I’ve definitely read my fair share of these types of books, those by the usual suspects of Jane Green, Marian Keyes and Sophie Kinsella. To go along with my Summer Reads post in a way, they’re easy, quick, mindless, entertaining and usually pretty funny. However, many are forgettable. When I thought of the idea for this post, I tried to think of all the chick lit books I’ve read. Impossible. I searched Amazon and saw some familiar covers and titles, but I couldn’t tell you what they were about. I’m sure I could guess, and I wouldn’t be far off—the themes remain the same.
Some great books unfortunately get a reputation as chick lit just because they’re about women for women readers, in turn not getting the credit they deserve. Also, some authors come out with great debuts, yet don’t deliver with their following novels. For example, I really enjoyed The Devil Wears Prada. Unfortunately the response to Lauren Weisberger’s follow-ups has been less than flattering. In the same manner, I also thought The Nanny Diaries was very entertaining, but McLaughlin and Kraus’ Citizen Girl? Well, I made it through two awful chapters and returned it to the library.
Even Helen Fielding’s subsequent attempts seem to be cursed. Love Bridget Jones’s Diary. That’s another book I’m happy to read again; a movie I own. I think this was probably one the groundbreakers when it comes to the swoop in of female-based fiction. Even Bridget Jones: The Edge of Reason was a decent, entertaining sequel. However, Cause Celeb? Again, returned to the library because I had no interest in finishing it.

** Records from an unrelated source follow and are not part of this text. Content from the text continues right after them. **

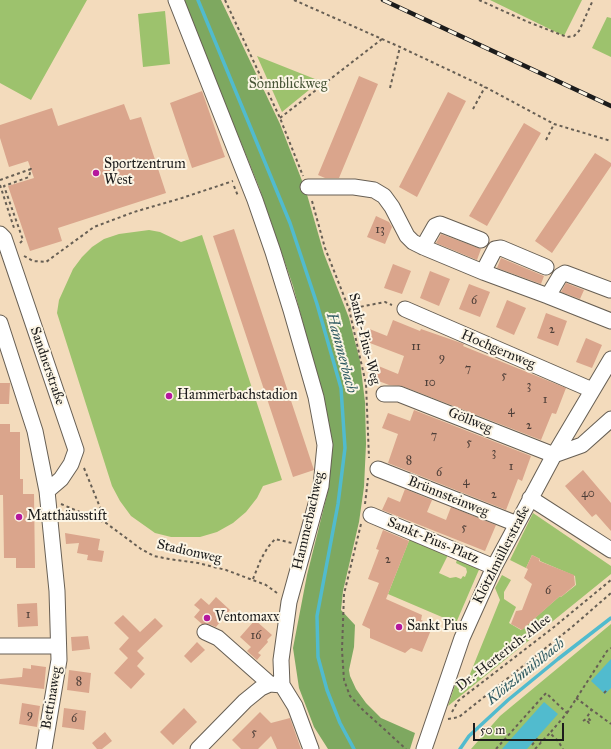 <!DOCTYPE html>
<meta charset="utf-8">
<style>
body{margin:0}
#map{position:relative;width:611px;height:749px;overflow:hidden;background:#f3dbbc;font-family:"IM FELL Great Primer",serif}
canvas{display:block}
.scale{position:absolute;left:473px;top:723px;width:91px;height:18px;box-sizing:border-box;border:2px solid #1c1c1c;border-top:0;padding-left:5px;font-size:12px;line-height:14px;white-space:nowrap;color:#1c1c1c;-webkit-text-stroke:3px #fcf5e5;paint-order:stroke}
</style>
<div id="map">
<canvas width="611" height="749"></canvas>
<div class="scale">50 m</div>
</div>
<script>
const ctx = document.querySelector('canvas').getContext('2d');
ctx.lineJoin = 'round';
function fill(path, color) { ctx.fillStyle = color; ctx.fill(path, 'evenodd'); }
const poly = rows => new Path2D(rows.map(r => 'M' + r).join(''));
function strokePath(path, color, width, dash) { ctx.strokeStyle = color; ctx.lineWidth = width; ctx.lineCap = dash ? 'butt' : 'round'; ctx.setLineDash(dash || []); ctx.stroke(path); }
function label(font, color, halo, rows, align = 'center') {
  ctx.font = font + ' "IM FELL Great Primer",serif'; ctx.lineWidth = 4; ctx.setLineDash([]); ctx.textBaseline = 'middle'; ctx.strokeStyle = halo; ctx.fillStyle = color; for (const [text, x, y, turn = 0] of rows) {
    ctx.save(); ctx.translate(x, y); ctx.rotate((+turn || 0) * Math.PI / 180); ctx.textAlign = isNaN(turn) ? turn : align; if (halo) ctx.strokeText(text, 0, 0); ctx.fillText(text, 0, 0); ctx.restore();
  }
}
const green = poly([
 [0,0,87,0,31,100,0,83],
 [490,0,582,0,564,36],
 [165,11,170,64,143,67,138,14],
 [607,17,611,18,611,57,592,48],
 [257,56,320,81,282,112],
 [149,230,160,232,181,242,202,235,282,480,263,486,257,498,246,512,233,523,217,532,200,537,171,537,155,533,131,516,120,501,112,486,57,313,59,300,73,269,82,257,92,247,104,239,119,234],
 [533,513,611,566,611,574,448,706,455,685,468,679,500,600,495,588,502,575,511,580,504,592,504,599,516,607,509,623,521,630,560,596,561,597,576,585,575,576,540,561,540,559,532,555,526,568,510,560],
 [410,538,449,553,439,573,450,578,456,577,461,579,463,576,465,577,467,572,466,568,456,563,458,556,481,565,456,623,388,594],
 [611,624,611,749,471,749,500,716]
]);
const forest = poly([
 [179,0,221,0,280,124,306,191,324,254,349,318,360,361,365,402,366,444,364,487,359,522,343,591,341,610,355,625,354,647,349,670,350,676,356,689,366,703,381,718,415,733,410,749,328,749,314,727,299,688,293,648,307,575,327,495,331,444,322,393,293,286,259,187,220,91]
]);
const water = poly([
 [611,659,611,688,605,694,591,681],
 [544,702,558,714,527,749,502,749]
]);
const stream = poly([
 [198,0,290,223,317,304,341,388,345,448,338,504,317,616,318,657,327,690,340,723,354,749],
 [460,749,469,736,508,700,558,659,611,618]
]);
const building = poly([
 [359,76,378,84,339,178,325,178,318,175],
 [202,91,225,157,192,168,170,103],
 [448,92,466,101,417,197,399,187],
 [124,104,130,120,141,117,166,193,58,228,62,241,30,251,8,186,34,178,28,161,9,167,0,138,0,125,52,108,58,126],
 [524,123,541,133,487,226,469,216],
 [595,153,611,163,611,166,552,253,535,241],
 [376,216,389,222,392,227,385,244,367,237],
 [234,229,314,470,293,477,213,236],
 [441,234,481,249,477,260,436,243],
 [501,258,544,276,541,284,497,268],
 [393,264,411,271,402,294,384,288],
 [430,271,450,279,439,306,420,298],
 [566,283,584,290,580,299,561,292],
 [469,284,490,292,480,317,459,309],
 [507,300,526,308,514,335,496,327],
 [546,313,567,321,558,346,537,338],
 [393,320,420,331,421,329,464,344,463,346,566,388,556,414,552,413,541,440,402,386,389,385,371,378,376,365,398,374,404,356,362,340,367,328,387,336],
 [586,338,602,345,592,368,576,362],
 [0,383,10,383,9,404,0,404],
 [414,410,531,456,522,481,518,479,506,510,388,463,398,434,382,428,388,413,410,421],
 [0,424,10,424,10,432,20,432,20,479,23,479,23,494,34,494,35,568,16,568,16,558,4,558,3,495,0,495],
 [583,470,611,503,611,531,596,514,592,517,565,486],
 [405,489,432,500,427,512,446,520,451,507,496,525,485,551,382,510,388,497,400,502],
 [383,530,409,541,386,599,422,615,421,620,433,625,422,652,411,648,405,653,370,638,370,629,362,625,379,583,368,579,379,550,376,549],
 [65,533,100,539,98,550,104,551,102,562,87,560,88,555,77,553,79,543,66,544],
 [532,555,540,559,539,561,574,575,575,585,561,597,560,596,522,630,511,624,516,611,522,610,532,584,524,578,528,569,526,568],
 [216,597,230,610,216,627,208,624,202,624,194,617,200,610,194,605,201,598,209,605],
 [37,603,38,626,18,627,17,604],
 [123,615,140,632,155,618,163,626,137,651,144,658,137,666,145,674,131,689,114,673,128,658,119,649,129,638,114,623],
 [255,620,272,635,267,640,268,642,258,653,261,655,257,660,247,651,251,647,240,637],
 [88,636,90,649,72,651,71,637],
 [197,642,205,650,191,663,184,656],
 [31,665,46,667,44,689,0,684,0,679,22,677,23,668,31,669],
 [69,670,91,673,89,693,67,690],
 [22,703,40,706,37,727,19,724],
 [64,708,86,711,84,730,62,727],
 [184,708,197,722,173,745,160,732],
 [260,712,271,723,290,718,301,749,277,749,271,736,258,749,241,749,232,740],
 [105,732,112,741,102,749,97,749,92,743]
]);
const path = poly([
 [225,0,280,118,303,176],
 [294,0,400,47,485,87,554,124,611,141],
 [479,0,528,22,567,37,574,36,579,31,593,0],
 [390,88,400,47],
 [473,109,485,87],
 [280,118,382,39],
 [546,140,554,124],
 [0,180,31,169],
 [0,185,14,228],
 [234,186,238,196],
 [312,201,325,248,349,309,366,384,369,458],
 [20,243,23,240,4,186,29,177,31,168],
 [24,256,33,261,46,262,94,227,134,212,182,198,233,181],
 [349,309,385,302,392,305],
 [84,468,106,522],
 [61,504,106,523,141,549,154,556,169,559,198,563,226,570,266,585,277,593],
 [365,504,368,478],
 [361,524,344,594,342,650,344,680,350,696,362,709,406,749],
 [253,579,261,559,268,547,275,539,292,543],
 [604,693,607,690],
 [576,698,611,724],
 [452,712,458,701,554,627,611,580],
 [567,713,607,651,611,648],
 [448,719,459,717,572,627,611,593],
 [583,721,586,719,589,723,591,721,587,717,592,709],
 [532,745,537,739,541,742],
 [496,749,546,693,567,713,550,733],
 [535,749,550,733,558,741,563,749]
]);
const minor = poly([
 [176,0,255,200,273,252,291,310,316,397,325,445,321,486,289,602,281,660,282,685,295,706,311,749],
 [308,187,354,187,374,190,384,196,392,207,407,236,413,242,423,247,483,272,548,296,611,321],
 [0,234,4,238,76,450,71,464,61,479,47,491],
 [423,247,435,226,440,224,481,240],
 [483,272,495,249,501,248,546,267],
 [548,296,560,276,565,273,610,290],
 [405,309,592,390],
 [0,323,35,431,47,491,57,591,59,660,44,749],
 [384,394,399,394,554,455,582,445,611,419],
 [378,469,517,524],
 [530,498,611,550],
 [371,515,494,567],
 [205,632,218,638,270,684],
 [0,646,58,646],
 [198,749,245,701,261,688,270,684,282,685],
 [424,749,462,638,494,567,554,455,611,359]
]);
const rail = poly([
 [383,0,611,106]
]);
const markers = [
 [96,173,4,"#b5179e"],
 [169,396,4,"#b5179e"],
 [19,517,4,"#b5179e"],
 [207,618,4,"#b5179e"],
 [399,627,4,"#b5179e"]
];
const numberNames = [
 ["13",380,230],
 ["6",474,301],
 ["2",552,330],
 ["11",416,347],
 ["9",442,358],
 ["7",468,369],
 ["5",504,376],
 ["10",430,383],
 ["3",529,386],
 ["1",545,400],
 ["4",511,411],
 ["2",529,426],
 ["7",434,436],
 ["5",469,443],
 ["3",494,453],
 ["8",409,461],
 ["1",511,467],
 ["6",439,473],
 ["4",466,482],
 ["40",588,494],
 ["2",494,495],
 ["5",464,528],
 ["2",388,560],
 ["6",548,591],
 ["1",28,615],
 ["16",256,636],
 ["8",79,682],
 ["9",30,715],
 ["6",74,719],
 ["5",254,733]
];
const parkNames = [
 ["Sonnblickweg",288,85]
];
const poiNames = [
 ["Sportzentrum",104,165],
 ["West",104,181],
 ["Hammerbachstadion",177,396],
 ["Matthäusstift",27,517],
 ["Ventomaxx",215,618],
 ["Sankt Pius",407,627]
];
const streetNames = [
 ["Sankt-Pius-Weg",364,339,76],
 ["Hochgernweg",498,350,23],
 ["Sandnerstraße",47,366,71],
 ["Göllweg",470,421,22],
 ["Brünnsteinweg",448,497,22],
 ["Hammerbachweg",309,521,-77],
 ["Sankt-Pius-Platz",433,541,23],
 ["Stadionweg",189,552,13],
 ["Klötzlmüllerstraße",502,555,-63],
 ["Dr.-Herterich-Allee",504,653,-38],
 ["Bettinaweg",52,698,-80]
];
const waterNames = [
 ["Hammerbach",341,353,75],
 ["Klötzlmühlbach",526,672,-39]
];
fill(green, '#9dc26d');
fill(forest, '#7ea860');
fill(water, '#51bbce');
strokePath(stream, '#51bbce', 3.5);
fill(building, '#daa58c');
strokePath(minor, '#675f54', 17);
strokePath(path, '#675f54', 2, [3, 3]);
strokePath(minor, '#fff', 15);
strokePath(rail, '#1c1c1c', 4.5);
strokePath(rail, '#fcf5e5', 3, [9]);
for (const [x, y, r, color] of markers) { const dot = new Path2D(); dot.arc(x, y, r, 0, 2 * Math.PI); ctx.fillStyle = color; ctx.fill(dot); strokePath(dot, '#fcf5e5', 1.5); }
label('12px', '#4c3e38', null, numberNames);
label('14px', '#495638', '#fcf5e5', parkNames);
label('14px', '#1c1c1c', '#fcf5e5', poiNames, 'left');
label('14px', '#1c1c1c', '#fcf5e5', streetNames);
label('italic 15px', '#315c63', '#fcf5e5', waterNames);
</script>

One author who I think falls under chick lit, but continues to put out good books is Jennifer Weiner. I’ve read several of her books—In Her Shoes, Little Earthquakes, Goodnight Nobody—and while they highlight similar themes as the books above, they dig a little deeper into important issues, such as loss of a child, inattentive husbands, meany moms at the playground, infidelity, weight issues, etc. For that reason, Weiner’s books are more memorable than most. Not fabulous, but good reads all around.

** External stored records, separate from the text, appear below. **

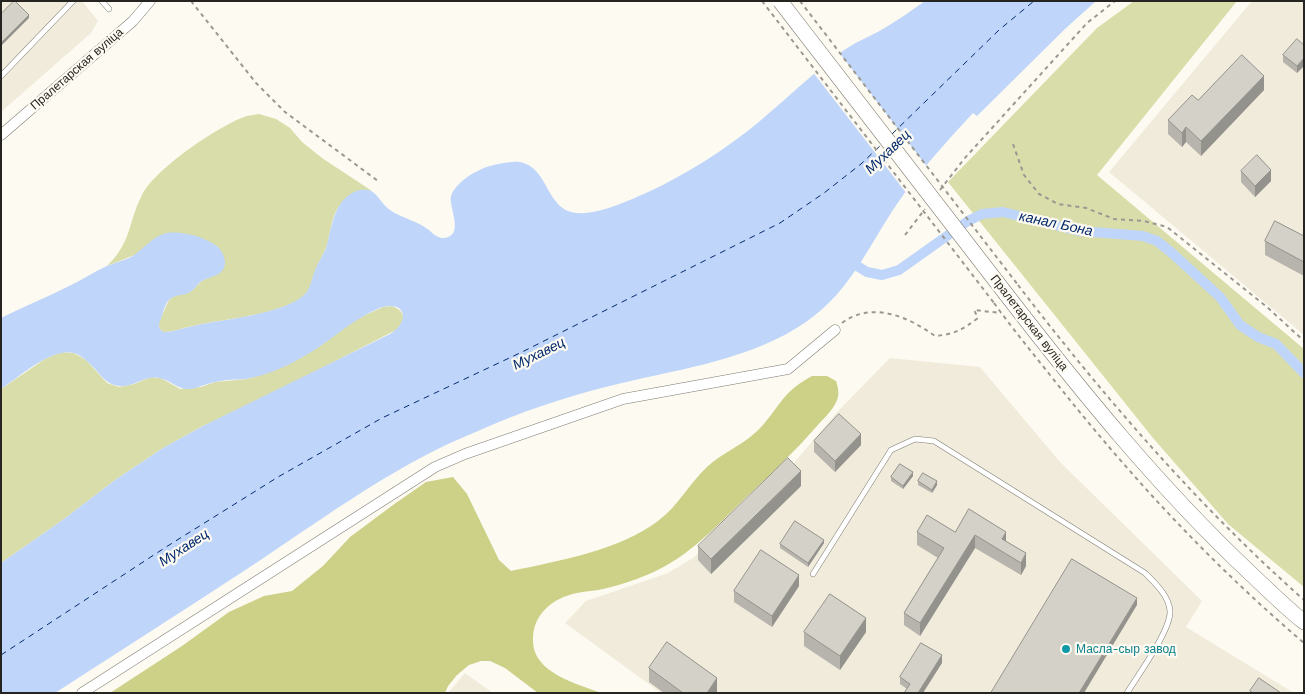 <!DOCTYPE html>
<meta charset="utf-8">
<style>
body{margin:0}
#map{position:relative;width:1305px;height:694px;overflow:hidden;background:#fdfaf1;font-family:"Work Sans",sans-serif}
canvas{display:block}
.frame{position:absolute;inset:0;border:2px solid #262421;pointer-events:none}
</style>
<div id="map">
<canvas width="1305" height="694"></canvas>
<div class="frame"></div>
</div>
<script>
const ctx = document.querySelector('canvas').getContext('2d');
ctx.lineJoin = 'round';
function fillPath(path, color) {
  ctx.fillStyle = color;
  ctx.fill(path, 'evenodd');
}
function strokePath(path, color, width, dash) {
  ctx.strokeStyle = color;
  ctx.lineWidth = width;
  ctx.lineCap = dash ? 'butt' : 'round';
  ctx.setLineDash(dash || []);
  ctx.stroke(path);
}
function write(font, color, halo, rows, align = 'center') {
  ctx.font = font + ' "Work Sans",sans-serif';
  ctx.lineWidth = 4.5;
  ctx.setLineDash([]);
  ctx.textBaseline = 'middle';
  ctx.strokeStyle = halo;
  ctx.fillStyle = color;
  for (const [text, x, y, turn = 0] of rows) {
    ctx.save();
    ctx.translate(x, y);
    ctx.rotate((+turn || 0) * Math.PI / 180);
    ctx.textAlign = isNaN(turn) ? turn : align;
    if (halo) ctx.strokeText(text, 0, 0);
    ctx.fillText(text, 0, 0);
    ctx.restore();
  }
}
fillPath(new Path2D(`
 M1,1H82L98,21L91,33L1,112Z
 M1252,1H1304V335L1109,172Z
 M890,358L980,367L1060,462L1202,601L1186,627L1294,693H661L565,623L586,601L668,573L693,558L793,464L840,409Z
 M465,673L493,693H448Z`), '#f1ebdc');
fillPath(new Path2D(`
 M1134,1H1237L1097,175L1304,349V587L1228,524L1153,438L948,182L1097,28Z
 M259,114L276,119L290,128L302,142L322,158L372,191C364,190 361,191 354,194C331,206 333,223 327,245C324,254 319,261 316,269C313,276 312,284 308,291C292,314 223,319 197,325C185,327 175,332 163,332L160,329L158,324L169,300L175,295L190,292L202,281L209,277L164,234L137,254L107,266C132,242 128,222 142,195C155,169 217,127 244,117C249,115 255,115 259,114Z
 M392,306C405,311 406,319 398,329L267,396L203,426L163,448L115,480L64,519L1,563V389L45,359L61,352L74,353L86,360L107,383L119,387L134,384L151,377L161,378L180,389L201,387L215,382L247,379L267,373L297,359L315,349L339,331L361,317L383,307Z`), '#d9dda9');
fillPath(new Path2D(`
 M812,376H827L836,381C839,390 840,397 834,406C830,413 822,420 817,426C797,449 775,470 753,491C726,516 699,547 667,565C648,576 625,584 603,589C595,591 586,591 577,593C552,598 532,615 533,641C533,673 578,684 601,693H538L505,668L490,661H481L469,665L457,675L448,686L445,693H110L182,646L229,612L264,596L292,591L323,566L350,537L393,505L426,482L453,477L467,494L499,560L511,571C558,561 620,550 658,521C678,506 689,484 707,467C722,453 741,446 756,432C767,422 774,410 783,399C791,389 801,382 812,376Z`), '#ccd187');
fillPath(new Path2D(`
 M925,1H1096L1066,28L977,116L973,113C949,139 925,165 904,194C871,239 854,289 806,322C752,359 685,368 622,383C578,393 535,407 494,424C479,431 463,437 448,444C380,476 315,524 253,565C188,608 121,650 55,693H1V563L64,519L115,480L163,448L203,426L390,334C411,321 405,301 383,307C378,308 374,311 369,313C350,323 334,337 316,349C296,362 270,375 246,379C236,380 226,379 216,382C207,383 199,388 190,389C177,390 171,380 159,378C145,375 133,388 119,386C108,385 102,377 95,369C89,363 83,356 74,353C52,347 19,377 1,389V318C23,307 45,298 67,287C81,281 93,272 107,266C114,263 122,261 129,258C141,252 151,238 163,234C177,229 207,237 218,247C226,255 229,269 217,275C212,277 207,278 202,281C197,284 194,291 188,293C182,296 176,294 170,299C165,303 163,313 161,319C158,325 158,328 163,332C175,332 186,327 197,325C225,319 287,314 306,293C311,286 312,278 315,270C318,262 323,256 326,248C332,228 333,202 354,192C376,183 377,201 390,210C401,218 415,220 426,228C431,231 436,238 443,238C466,237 448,206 451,196C456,182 476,170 490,166C499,164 509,161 519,162C552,167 544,217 585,213C606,211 628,201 646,193C687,174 725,150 760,121C787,98 812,74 840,53C853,43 869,37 883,29C898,20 911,11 925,1Z`), '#bfd5fa');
fillPath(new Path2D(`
 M838,51L928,168L907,194L812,71Z`), '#fdfaf1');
strokePath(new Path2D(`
 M849,261L867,272L882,275L899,270L968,221L982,214L1003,212L1079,231L1143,236L1157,241L1172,253L1220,297L1240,325L1258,337L1276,344L1304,373`), '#bfd5fa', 10);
strokePath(new Path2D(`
 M892,134L999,30L1034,1
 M1,655L166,547L278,477L382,418L522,352L780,223L824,193L861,164L882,144`), '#032a6e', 1, [6, 5]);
const service = new Path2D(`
 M102,1L109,9
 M1,76L73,1
 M813,574L891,450L915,439L934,441L1145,573C1155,583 1169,596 1170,611C1171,630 1138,675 1127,693`);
const minor = new Path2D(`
 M1,135L133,21L150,1
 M82,693L435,467L465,454L623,399L788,369L835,330`);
const secondary = new Path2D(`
 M1006,294C1081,391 1158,486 1248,571C1266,588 1284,606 1304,622`);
strokePath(service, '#7d7b73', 6);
strokePath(minor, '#7d7b73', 11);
strokePath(secondary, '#7d7b73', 16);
strokePath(new Path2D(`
 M191,1L256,83L285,112L378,181
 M1013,144L1024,175L1039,194L1058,204L1086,208L1114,219L1144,221L1167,227L1267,307L1304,341
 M940,190L964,159L1087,23L1115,1
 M905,235L925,209
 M1018,285C1104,397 1198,506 1304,600
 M994,303C1012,328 1031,351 1050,375C1128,474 1208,561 1304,643
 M842,323C872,301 907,316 935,336C955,334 962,330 978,318L974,310L1001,313`), '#9b9892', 2, [4, 4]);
strokePath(service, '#fff', 5);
strokePath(minor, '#fff', 10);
strokePath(secondary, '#fff', 15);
const secondaryBridge = new Path2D(`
 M780,1L1006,294`);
strokePath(secondaryBridge, '#7d7b73', 16, []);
strokePath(new Path2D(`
 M762,1L994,303
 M800,1L1018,285`), '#9b9892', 2, [4, 4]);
strokePath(secondaryBridge, '#fff', 15);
fillPath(new Path2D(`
 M1304,45L1297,73L1283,62V55Z
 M1264,90L1201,156L1186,142L1182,147L1168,134V120L1198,100Z
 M1304,142V155L1303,154V144Z
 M1241,171L1271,181L1255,197L1241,182Z
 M1304,236V276L1265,255V241Z
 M814,441L861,445L835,472L814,452Z
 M913,476L903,489L891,481V477Z
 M918,481L937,485L932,493L918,485Z
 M801,486L711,574L698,560V546Z
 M917,532H955L1006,541L1026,566L1021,575L975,548L920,636L904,625V613L938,558L917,545Z
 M824,543L808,567L780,548V544Z
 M799,586L772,627L734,602V591Z
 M804,632H866L840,670L804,646Z
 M942,663L907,689L900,684V677Z
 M649,668L717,693H664L649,682Z`), '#b6b4ac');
fillPath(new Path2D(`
 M29,15V18L1,46V43Z
 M1304,58V66L1297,73V66Z
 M1264,76V90L1201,156V141Z
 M1186,127V142L1182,147V133Z
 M1271,170V181L1255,197V186Z
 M861,434V445L835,472V461Z
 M801,471V486L711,574V559Z
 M913,472V476L903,489V486Z
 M937,481V485L932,493V490Z
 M1006,532V545L1002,539Z
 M975,535V548L920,636V623Z
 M824,540V543L808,567V563Z
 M1026,553V566L1021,575V563Z
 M799,575V586L772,627V616Z
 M1137,598V605L1084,693H1079Z
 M866,618V632L840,670V656Z
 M942,655V663L923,693H918Z
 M717,678V693H707Z`), '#94928c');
const building = new Path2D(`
 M14,1H15L29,15L1,43V14Z
 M1297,39L1304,45V58L1297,66L1283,55Z
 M1242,55L1264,76L1201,141L1186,127L1182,133L1168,120L1192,95L1198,100Z
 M1257,155L1271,170L1255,186L1241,171Z
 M1275,221L1304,236V262L1265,241Z
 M839,414L861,434L835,461L814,441Z
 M788,458L801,471L711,559L698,546Z
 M900,464L913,472L903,486L891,477Z
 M923,473L937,481L932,490L918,481Z
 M969,509L1006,532L1002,539L1026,553L1021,563L975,535L920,623L904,613L944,548L917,532L927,515L955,532Z
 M795,521L824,540L808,563L780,544Z
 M761,550L799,575L772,616L734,591Z
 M1072,559L1137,598L1079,693H991Z
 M830,594L866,618L840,656L804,632Z
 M667,642L717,678L707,693H683L649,668Z
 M921,643L942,655L918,693H904L910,684L900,677Z
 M1259,678L1281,693H1253L1250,691Z`);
fillPath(building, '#d4d1c8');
strokePath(building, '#94928c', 1);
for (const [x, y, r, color] of [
 [1066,649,5,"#0f9aa8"]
]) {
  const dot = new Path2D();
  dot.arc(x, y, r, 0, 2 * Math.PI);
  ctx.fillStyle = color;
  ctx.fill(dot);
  strokePath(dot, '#fdfaf1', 2);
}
write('12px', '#262421', '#fdfaf1', [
 ["Пралетарская вуліца",77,69,-41],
 ["Пралетарская вуліца",1029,323,52]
]);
write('12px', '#0d838f', '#fdfaf1', [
 ["Масла-сыр завод",1076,649]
], 'left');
write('italic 14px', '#032a6e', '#fdfaf1', [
 ["Мухавец",888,152,-44],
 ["канал Бона",1056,224,12],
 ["Мухавец",539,354,-26],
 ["Мухавец",184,548,-33]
]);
</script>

A different type of series that may fall under chick lit is Janet Evanovich’s Stephanie Plum series (One for the Money, Two for the Dough, Three to Get Deadly and so on), about a female bounty hunter and her goofy shenanigans. I ate up this series several years ago—great books to read while sitting at a slow summer job—but after a while, around To the Nines, they all started sounding the same. However, a fun group of books all the same, especially for newbies to the series.
The other possible groundbreaking chick lit author would have to be Candace Bushnell—the woman who started the franchise many females will be celebrating this weekend, Sex and the City. While I love the show and will be at the theater opening night, I actually never read the book. But I did read 4 Blondes, which I give a big thumbs down to, and which has kept me from cracking open any others of her books.
So, after this long-winded post, I ask: How do you feel about the term “chick lit”? What are your favorite guilty pleasures in the genre? What books in your mind don’t deserve to fall under the genre title? Or, what chick lit books do you just hate?